Task goal >> Locate the line containing "21V4h12l-3 4 3", then please write out that line and all the lines below it in the entries exactly.

Data >>
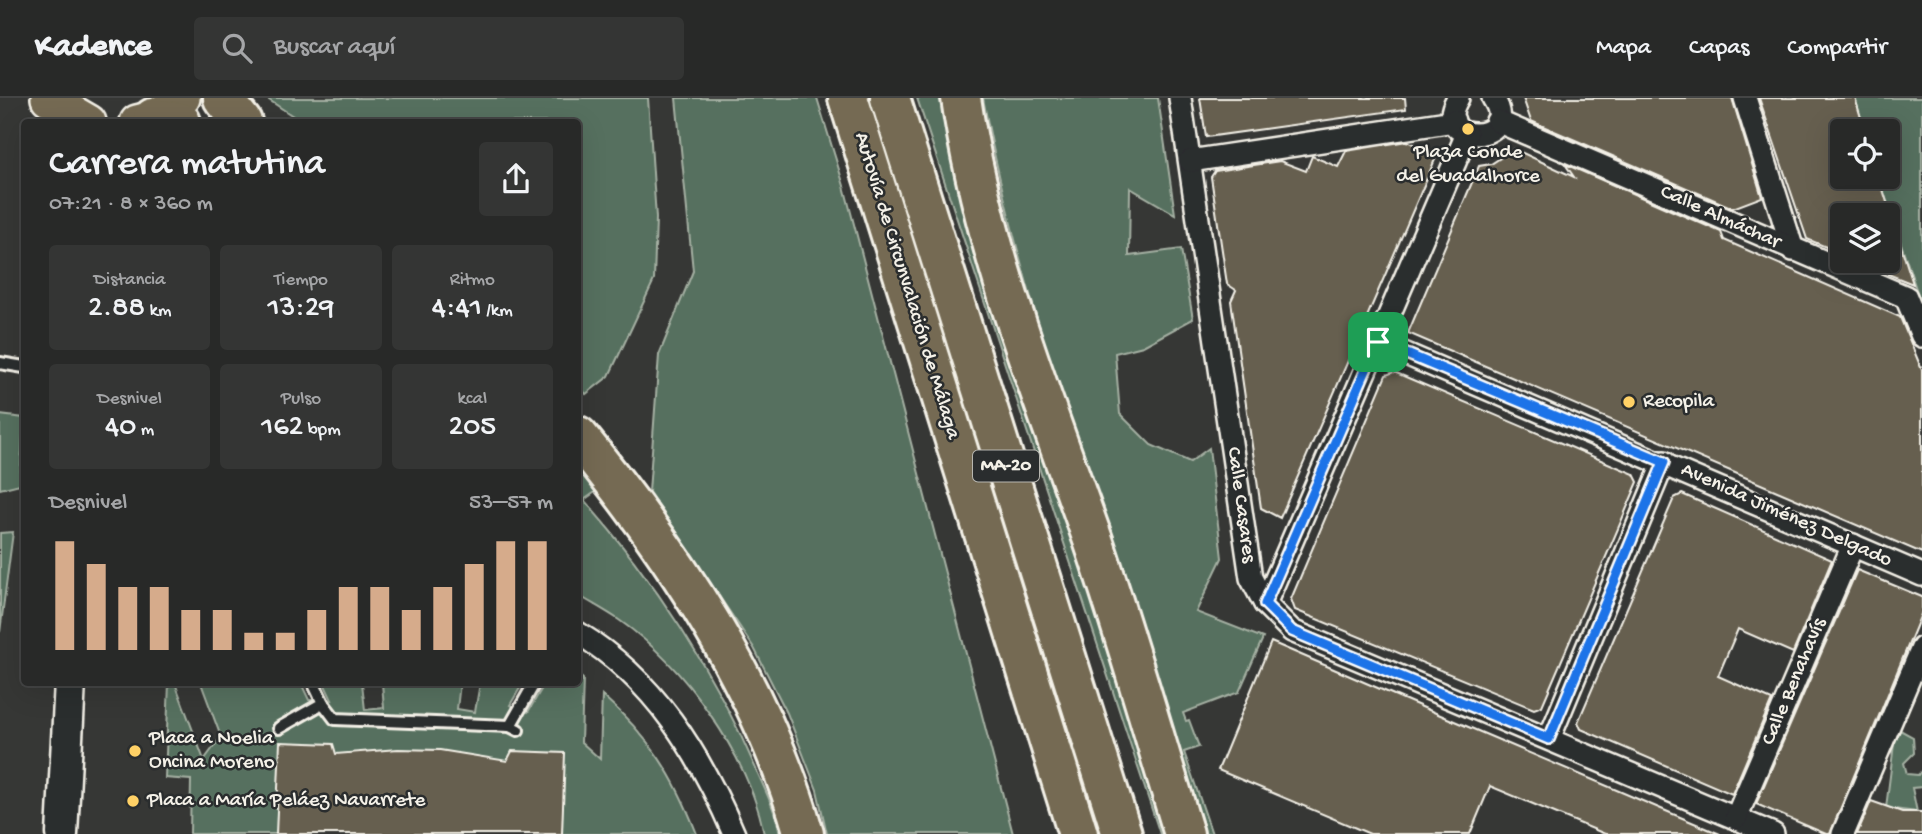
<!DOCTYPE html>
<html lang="es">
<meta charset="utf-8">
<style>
:root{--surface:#282928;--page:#343534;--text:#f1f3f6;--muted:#a5a6a8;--line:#444545;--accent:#d6ab8b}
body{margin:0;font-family:"Gochi Hand",sans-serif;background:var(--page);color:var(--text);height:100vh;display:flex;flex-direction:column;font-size:26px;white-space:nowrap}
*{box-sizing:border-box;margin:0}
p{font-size:23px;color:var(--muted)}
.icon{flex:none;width:38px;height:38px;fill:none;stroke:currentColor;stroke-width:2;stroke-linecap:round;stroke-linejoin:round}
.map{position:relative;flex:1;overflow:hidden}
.panel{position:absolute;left:21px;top:21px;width:560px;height:567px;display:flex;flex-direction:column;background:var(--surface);border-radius:7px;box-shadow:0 7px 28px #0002,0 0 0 2px var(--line)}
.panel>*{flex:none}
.buttons{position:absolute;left:1830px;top:21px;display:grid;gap:14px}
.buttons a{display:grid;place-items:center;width:70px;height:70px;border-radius:7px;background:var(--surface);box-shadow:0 7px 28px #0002,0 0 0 2px var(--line);font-size:35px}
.pin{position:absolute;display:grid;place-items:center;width:60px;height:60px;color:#fff;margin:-30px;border-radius:14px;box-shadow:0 4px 10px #0006}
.round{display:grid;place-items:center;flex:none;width:74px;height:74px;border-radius:7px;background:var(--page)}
.head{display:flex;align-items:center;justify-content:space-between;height:119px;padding:0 28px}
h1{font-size:38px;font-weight:600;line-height:52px}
.stats{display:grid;grid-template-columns:repeat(3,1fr);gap:10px;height:119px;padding:7px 28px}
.stats div{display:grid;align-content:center;border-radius:7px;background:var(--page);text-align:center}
.stats b{font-size:30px;font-weight:600}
.stats small{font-size:19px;font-weight:400}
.stats p{font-size:19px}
.chart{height:196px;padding:14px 28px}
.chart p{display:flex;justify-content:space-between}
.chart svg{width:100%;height:126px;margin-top:7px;stroke:var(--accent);stroke-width:6}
header{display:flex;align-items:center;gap:42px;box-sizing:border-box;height:98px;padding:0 35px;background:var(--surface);border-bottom:2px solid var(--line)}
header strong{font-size:33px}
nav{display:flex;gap:38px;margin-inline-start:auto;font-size:24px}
.search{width:490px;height:63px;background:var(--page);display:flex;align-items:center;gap:18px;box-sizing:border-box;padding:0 24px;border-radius:7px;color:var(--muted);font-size:26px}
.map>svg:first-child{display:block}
.green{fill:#56705e;stroke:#a5b0a3;stroke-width:2}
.building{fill:#665f4f;stroke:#f4f1e8;stroke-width:2}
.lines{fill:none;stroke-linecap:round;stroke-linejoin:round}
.lane-casing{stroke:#f4f1e8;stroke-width:16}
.street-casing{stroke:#f4f1e8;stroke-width:26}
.secondary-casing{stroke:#f4f1e8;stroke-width:35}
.primary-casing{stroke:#f4f1e8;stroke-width:38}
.highway-casing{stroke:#f4f1e8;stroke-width:44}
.lane{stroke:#2a2d2e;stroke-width:10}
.street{stroke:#2a2d2e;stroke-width:21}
.secondary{stroke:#2a2d2e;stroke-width:30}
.primary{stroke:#746b52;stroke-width:33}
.highway{stroke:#746b52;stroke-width:38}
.route-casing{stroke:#fff;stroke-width:14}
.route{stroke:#1a73e8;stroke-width:9}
.poi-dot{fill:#ffd166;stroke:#2a2d2e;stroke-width:2.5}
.labels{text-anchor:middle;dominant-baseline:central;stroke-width:5;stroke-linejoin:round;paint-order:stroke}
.shield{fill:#2a2d2e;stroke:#b7b6b0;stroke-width:2}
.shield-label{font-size:19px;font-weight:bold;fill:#f4f1e8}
.poi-label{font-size:21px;fill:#f4f1e8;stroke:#2a2d2e;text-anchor:start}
.street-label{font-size:21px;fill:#f4f1e8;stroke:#2a2d2e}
</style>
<header>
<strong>Kadence</strong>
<div class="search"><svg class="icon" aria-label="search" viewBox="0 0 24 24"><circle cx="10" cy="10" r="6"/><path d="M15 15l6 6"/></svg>Buscar aquí</div>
<nav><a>Mapa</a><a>Capas</a><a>Compartir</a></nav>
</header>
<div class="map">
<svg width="1922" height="736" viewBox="0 0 1922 736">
<rect width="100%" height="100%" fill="#363735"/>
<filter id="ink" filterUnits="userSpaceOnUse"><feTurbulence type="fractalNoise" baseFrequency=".0143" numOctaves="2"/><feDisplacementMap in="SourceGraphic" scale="14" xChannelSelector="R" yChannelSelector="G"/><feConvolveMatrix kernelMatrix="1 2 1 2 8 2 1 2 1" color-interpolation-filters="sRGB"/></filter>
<g filter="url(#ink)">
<g class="green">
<path d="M266,0H648L656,120L654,182L609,278L586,296L578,286V24H302Z"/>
<path d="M676,0H817L844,88L1013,736H827L817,692L787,615L754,550L649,394L659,257L693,173Z"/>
<path d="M917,0H948L1168,736H1160Z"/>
<path d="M983,0H1158L1175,116L1130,90L1129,158L1181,151L1193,221L1143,248L1115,255L1120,316L1151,347L1190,364L1209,350L1222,460L1196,514L1263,540L1239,594L1183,615L1186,623L1189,622L1199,649L1184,654L1212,736H1204C1162,633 1133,525 1099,419C1055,280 1009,143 983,0Z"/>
<path d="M1855,0H1922V209L1879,79H1888V33H1865Z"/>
<path d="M0,317L24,320L20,386L0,391Z"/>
<path d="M578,365L598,392L584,402C653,480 715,575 756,671C765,692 776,713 780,736H764C749,658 684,567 619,522C606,513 591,505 578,497Z"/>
<path d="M13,434L0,534V435Z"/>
<path d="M578,577L583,581L581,644L600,661L602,597C650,639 674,677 697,736H190L191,682L165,680L169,585H175L204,662L221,639L201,585H301L309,602H332L324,585H362L365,612L384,610L382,585H460L457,611L475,614L480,585H523L510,607L528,614L545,585L578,584Z"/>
<path d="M1900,632L1913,639L1914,655L1904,665L1907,676L1918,677L1922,672V689L1912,690L1917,714L1886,710L1894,646Z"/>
</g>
<g class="building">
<path d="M1200,0H1405L1406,11L1206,39Z"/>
<path d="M1523,0H1732L1762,99L1733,110L1531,23Z"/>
<path d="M1759,0H1855L1865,33H1843V79H1879L1891,117H1843V156L1807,141Z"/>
<path d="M1407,43L1437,57L1280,420L1261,410L1231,203L1236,192L1227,186L1211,79L1215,73L1280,63L1306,73L1312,58L1338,69L1346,53Z"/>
<path d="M1514,51L1574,79L1565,66L1721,134L1724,142L1900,219L1922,272V455L1408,235L1479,68L1491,66Z"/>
<path d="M1892,120L1913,186L1888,176V121Z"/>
<path d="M1394,274L1634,376L1638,384L1542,608L1534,611L1295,512L1291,501L1386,277Z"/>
<path d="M1682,396L1832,462L1793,555L1738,531L1718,578L1772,602L1732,696L1581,631L1578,624L1674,400Z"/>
<path d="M1857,472L1922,499V514L1830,736H1826L1756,706Z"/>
<path d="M1271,544L1452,622L1720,736H1605L1490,688L1470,736H1370L1218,672Z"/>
<path d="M280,644L333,646L336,656L398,651L440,652L507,663L512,653L565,655L562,736H276Z"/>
<path d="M1871,703L1902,714H1922V736H1857Z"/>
</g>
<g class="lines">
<g class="lane-casing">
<g id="lane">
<path d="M0,265L24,269"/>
<path d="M323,605L335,621L510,628"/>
<path d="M279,630L323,605L313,584"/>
<path d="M518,632L510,628L535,584"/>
</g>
</g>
<g class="street-casing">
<g id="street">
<path d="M1180,0L1251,480L1265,506L1292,533L1773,736"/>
<path d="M1458,0C1428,49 1524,47 1493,0"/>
<path d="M1745,0L1793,152"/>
<path d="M1497,23L1906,199L1922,238"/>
<path d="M1190,63L1454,23"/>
<path d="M1378,244L1922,477"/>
<path d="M1265,506L1467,36"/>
<path d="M578,535C654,581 700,656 734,736"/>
<path d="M1549,641L1664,364"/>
<path d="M1736,720L1853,447"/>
<path d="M1843,736L1922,550"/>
</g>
</g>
<g class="secondary-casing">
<path id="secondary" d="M62,736L70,584"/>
</g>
<g class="primary-casing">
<g id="primary">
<path d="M48,0L89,24"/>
<path d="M137,24L153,20L183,0"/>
</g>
</g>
<g class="highway-casing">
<g id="highway">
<path d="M223,0L242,24"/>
<path d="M848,0L1078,736"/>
<path d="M890,0L1122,736"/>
<path d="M961,0C983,153 1042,297 1093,442C1126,539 1154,638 1184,736"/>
<path d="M153,20L181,24"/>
<path d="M578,338C674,456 762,588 804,736"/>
</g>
</g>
<use href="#lane" class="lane"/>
<use href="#street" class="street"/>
<use href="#secondary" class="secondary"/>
<use href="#primary" class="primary"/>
<use href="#highway" class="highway"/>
</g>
</g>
<g class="lines" filter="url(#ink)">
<g class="route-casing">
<path id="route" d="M1378,244L1664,364L1549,641L1292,533L1265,506Z"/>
</g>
<use href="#route" class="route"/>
</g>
<g class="poi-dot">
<circle cx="1468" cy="31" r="7"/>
<circle cx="1629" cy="304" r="7"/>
<circle cx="135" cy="653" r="7"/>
<circle cx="133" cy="703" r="7"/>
</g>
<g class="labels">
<rect class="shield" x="973" y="352.5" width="66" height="31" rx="5"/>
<g class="shield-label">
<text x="1006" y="368">MA-20</text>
</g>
<g class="poi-label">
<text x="1468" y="55" text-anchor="middle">Plaza Conde<tspan x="1468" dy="24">del Guadalhorce</tspan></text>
<text x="1643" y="304">Recopila</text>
<text x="149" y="641">Placa a Noelia<tspan x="149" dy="24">Oncina Moreno</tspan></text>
<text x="147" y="703">Placa a María Peláez Navarrete</text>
</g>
<g class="street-label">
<text transform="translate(1720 120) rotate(24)">Calle Almáchar</text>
<text transform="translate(906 188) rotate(73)">Autovía de Circunvalación de Málaga</text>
<text transform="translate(1240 407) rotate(82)">Calle Casares</text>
<text transform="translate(1786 418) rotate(24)">Avenida Jiménez Delgado</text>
<text transform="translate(1795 584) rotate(-67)">Calle Benahavís</text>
</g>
</g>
</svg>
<div class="buttons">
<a><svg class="icon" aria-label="locate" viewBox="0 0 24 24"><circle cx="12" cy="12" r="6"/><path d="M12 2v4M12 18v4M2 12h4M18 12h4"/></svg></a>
<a><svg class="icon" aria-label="layers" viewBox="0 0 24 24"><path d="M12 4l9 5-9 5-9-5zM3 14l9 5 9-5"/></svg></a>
</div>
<div class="pin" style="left:1378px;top:244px;background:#1e9e55"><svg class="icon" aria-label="arrive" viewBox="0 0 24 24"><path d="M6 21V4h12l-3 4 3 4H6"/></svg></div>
<section class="panel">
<div class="head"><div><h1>Carrera matutina</h1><p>07:21 · 8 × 360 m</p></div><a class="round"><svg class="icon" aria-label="share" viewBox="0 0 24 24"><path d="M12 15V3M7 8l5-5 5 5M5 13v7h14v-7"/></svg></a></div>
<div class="stats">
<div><p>Distancia</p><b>2.88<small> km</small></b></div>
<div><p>Tiempo</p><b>13:29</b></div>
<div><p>Ritmo</p><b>4:41<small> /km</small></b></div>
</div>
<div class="stats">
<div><p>Desnivel</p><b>40<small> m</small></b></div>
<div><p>Pulso</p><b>162<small> bpm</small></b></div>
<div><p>kcal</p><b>205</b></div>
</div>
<div class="chart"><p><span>Desnivel</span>53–57 m</p>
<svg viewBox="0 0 160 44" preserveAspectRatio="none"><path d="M5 44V6M15 44V14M25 44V22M35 44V22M45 44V30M55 44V30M65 44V38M75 44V38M85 44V30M95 44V22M105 44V22M115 44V30M125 44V22M135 44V14M145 44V6M155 44V6"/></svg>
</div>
</section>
</div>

Answer to this task >>
<div class="pin" style="left:1378px;top:244px;background:#1e9e55"><svg class="icon" aria-label="arrive" viewBox="0 0 24 24"><path d="M6 21V4h12l-3 4 3 4H6"/></svg></div>
<section class="panel">
<div class="head"><div><h1>Carrera matutina</h1><p>07:21 · 8 × 360 m</p></div><a class="round"><svg class="icon" aria-label="share" viewBox="0 0 24 24"><path d="M12 15V3M7 8l5-5 5 5M5 13v7h14v-7"/></svg></a></div>
<div class="stats">
<div><p>Distancia</p><b>2.88<small> km</small></b></div>
<div><p>Tiempo</p><b>13:29</b></div>
<div><p>Ritmo</p><b>4:41<small> /km</small></b></div>
</div>
<div class="stats">
<div><p>Desnivel</p><b>40<small> m</small></b></div>
<div><p>Pulso</p><b>162<small> bpm</small></b></div>
<div><p>kcal</p><b>205</b></div>
</div>
<div class="chart"><p><span>Desnivel</span>53–57 m</p>
<svg viewBox="0 0 160 44" preserveAspectRatio="none"><path d="M5 44V6M15 44V14M25 44V22M35 44V22M45 44V30M55 44V30M65 44V38M75 44V38M85 44V30M95 44V22M105 44V22M115 44V30M125 44V22M135 44V14M145 44V6M155 44V6"/></svg>
</div>
</section>
</div>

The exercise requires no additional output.